I'm writing this post to clarify my thoughts and update my collaborators on multimodal interpretability in 2024. Having spent part of the summer in the AI safety sphere in Berkeley, and then joining the video understanding team at FAIR as a visiting researcher, I'm bridging two communities: the language mechanistic interpretability efforts in AI safety, and the efficiency-focused Vision-Language Model (VLM) community in industry. Some content may be more familiar to one community than the other.
As part of a broader series, this post is a progress update on my thinking around multimodal interpretability. It is a snapshot of a rapidly evolving field, synthesizing my opinions, my preliminary research, and recent literature.
This post is selective, not exhaustive, and omits many significant papers. I've focused on works that particularly resonate with my current thinking. Nor does this post fully represent my broader research agenda, but rather frames a few directions that I believe to be significant.

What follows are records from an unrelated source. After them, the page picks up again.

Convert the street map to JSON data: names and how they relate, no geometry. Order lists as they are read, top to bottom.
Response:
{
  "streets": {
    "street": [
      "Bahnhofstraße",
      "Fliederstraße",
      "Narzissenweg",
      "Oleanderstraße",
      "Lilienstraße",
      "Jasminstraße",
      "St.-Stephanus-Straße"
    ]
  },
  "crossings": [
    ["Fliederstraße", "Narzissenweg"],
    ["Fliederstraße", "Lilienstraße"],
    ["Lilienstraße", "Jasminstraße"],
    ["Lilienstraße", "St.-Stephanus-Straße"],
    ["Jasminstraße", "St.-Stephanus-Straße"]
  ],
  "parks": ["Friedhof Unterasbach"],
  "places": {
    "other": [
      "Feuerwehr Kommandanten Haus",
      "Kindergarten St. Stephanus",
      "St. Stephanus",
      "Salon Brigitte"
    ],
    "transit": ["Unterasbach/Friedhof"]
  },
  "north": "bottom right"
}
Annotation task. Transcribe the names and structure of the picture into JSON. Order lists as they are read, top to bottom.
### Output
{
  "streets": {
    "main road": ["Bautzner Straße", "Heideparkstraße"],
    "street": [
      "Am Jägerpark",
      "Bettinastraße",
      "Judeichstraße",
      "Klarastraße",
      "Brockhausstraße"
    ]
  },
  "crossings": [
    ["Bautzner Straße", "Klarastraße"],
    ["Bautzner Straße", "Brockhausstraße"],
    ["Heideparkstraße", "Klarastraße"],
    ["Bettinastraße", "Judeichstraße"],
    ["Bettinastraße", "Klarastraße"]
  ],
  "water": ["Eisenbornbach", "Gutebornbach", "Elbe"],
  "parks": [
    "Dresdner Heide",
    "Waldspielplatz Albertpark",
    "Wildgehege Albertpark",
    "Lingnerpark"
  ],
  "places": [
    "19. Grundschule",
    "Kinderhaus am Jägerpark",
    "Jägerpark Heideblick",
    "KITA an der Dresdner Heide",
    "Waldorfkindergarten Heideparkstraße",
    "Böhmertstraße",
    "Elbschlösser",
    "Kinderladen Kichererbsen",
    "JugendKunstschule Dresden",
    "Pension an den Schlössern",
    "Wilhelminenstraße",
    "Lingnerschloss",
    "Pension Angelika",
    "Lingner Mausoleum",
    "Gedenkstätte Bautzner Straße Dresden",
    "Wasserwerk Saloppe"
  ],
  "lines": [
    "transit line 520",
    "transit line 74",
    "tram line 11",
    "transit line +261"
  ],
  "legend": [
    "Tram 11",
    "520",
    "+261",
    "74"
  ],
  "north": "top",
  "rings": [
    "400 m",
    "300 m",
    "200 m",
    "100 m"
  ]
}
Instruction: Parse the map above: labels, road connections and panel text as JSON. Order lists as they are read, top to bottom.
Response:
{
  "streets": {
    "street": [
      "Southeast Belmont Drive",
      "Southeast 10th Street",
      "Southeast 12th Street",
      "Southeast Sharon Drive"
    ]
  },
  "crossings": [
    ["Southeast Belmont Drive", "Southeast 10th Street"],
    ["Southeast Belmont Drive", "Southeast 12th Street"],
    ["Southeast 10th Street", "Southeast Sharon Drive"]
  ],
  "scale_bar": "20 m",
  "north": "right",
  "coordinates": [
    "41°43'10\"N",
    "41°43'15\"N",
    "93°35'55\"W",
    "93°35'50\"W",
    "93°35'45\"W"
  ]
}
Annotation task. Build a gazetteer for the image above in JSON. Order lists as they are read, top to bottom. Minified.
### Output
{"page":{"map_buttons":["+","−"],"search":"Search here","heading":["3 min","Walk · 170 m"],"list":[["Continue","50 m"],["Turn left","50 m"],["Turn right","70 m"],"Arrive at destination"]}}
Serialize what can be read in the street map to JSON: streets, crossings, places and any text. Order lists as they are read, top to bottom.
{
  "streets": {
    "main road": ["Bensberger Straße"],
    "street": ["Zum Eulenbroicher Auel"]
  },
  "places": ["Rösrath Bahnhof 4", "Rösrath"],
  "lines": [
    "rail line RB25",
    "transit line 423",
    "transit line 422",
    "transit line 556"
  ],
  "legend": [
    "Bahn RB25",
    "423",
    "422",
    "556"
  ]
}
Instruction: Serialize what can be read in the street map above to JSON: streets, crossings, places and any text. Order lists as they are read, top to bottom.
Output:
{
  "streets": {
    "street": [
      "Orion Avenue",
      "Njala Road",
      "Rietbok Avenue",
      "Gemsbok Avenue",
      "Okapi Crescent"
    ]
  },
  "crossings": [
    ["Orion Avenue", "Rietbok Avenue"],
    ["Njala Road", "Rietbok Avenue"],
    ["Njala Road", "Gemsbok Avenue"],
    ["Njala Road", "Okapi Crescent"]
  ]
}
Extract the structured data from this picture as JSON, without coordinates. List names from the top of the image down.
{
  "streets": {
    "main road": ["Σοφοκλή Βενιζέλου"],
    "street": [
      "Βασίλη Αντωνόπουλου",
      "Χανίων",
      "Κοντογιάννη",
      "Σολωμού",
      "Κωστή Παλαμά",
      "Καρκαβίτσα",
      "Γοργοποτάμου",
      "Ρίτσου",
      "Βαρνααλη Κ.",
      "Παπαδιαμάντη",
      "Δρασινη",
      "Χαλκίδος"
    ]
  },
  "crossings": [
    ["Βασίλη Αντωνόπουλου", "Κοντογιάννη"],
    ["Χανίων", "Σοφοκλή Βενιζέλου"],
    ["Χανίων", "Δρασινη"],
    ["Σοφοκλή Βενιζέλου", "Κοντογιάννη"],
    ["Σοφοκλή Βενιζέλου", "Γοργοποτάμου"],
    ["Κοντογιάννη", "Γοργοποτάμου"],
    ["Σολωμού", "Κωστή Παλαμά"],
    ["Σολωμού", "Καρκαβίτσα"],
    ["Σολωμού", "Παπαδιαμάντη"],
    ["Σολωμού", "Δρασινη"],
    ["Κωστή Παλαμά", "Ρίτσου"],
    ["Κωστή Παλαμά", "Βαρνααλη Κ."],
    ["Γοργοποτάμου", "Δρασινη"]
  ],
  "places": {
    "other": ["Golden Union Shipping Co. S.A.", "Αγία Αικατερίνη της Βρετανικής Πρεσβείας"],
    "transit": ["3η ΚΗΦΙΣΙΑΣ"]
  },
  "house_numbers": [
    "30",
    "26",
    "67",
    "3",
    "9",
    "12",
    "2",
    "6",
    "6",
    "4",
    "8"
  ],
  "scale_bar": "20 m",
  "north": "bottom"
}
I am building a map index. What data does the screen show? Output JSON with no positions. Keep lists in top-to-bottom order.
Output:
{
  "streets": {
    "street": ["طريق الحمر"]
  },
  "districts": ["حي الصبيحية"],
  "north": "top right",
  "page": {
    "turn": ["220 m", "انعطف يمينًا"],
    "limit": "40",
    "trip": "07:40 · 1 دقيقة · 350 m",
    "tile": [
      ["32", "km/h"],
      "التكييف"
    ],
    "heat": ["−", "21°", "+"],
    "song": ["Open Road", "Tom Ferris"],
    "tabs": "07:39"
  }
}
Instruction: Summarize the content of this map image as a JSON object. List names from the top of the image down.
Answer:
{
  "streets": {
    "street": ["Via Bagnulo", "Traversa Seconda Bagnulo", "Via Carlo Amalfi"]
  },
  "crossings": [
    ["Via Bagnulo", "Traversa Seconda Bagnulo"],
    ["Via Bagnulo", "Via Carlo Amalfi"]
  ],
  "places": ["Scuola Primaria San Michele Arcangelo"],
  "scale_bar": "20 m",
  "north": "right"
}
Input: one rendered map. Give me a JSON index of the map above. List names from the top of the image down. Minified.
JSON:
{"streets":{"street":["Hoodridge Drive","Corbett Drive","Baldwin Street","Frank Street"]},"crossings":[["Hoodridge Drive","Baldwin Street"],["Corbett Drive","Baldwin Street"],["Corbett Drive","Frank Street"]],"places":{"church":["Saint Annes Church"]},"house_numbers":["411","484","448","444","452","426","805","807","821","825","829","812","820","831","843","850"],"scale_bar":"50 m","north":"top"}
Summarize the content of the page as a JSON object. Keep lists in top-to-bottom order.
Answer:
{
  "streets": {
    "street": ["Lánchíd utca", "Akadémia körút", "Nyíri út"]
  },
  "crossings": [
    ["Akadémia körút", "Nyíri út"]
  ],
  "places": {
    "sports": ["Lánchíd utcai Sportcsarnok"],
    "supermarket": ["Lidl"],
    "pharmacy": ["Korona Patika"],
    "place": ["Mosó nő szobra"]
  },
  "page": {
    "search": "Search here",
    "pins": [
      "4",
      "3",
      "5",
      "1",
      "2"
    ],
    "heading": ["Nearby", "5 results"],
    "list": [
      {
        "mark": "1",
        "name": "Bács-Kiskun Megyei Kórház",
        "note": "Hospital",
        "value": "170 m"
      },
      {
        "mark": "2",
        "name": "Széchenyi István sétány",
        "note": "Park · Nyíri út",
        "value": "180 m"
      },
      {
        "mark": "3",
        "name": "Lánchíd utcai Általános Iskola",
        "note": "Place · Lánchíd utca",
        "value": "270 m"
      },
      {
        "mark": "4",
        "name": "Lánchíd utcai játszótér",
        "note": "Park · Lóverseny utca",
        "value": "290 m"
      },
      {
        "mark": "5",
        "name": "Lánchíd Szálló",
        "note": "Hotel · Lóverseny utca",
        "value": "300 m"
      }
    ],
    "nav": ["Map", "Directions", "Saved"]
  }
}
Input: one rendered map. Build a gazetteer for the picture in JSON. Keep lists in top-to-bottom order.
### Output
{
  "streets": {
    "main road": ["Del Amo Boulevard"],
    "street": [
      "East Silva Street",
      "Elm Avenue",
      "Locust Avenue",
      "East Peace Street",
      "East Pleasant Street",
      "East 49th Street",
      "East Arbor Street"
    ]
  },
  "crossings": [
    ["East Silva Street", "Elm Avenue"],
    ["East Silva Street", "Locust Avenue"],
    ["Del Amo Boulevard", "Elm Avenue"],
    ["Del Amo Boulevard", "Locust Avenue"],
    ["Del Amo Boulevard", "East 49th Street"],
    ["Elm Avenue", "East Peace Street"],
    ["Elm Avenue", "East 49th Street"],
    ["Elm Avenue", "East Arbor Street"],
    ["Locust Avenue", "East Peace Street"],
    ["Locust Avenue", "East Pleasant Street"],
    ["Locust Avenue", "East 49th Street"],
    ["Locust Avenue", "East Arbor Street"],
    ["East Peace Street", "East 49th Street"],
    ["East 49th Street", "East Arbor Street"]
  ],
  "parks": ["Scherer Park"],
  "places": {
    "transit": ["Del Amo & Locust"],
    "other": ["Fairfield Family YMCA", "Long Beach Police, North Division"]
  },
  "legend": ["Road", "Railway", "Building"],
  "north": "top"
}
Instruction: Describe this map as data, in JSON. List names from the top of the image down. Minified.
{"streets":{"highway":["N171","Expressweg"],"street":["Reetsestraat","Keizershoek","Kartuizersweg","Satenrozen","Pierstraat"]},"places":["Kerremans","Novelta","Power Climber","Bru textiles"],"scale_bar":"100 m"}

This post emphasizes mechanistic and causal interpretability, in contrast to "traditional" interpretability methods such as saliency maps, visualizations, and input-based techniques. We'll not focus on DeepDream-style approaches or Shapley scores. Instead of focusing on these feature visualizations, or on input data modifications common in mainstream interpretability, we'll concentrate on weight space analysis—examining how changes to the model's internal activations affect its behavior. Our goal is to develop a scientific, causal, and algorithmic understanding of the model by mapping its internal components to its behavior.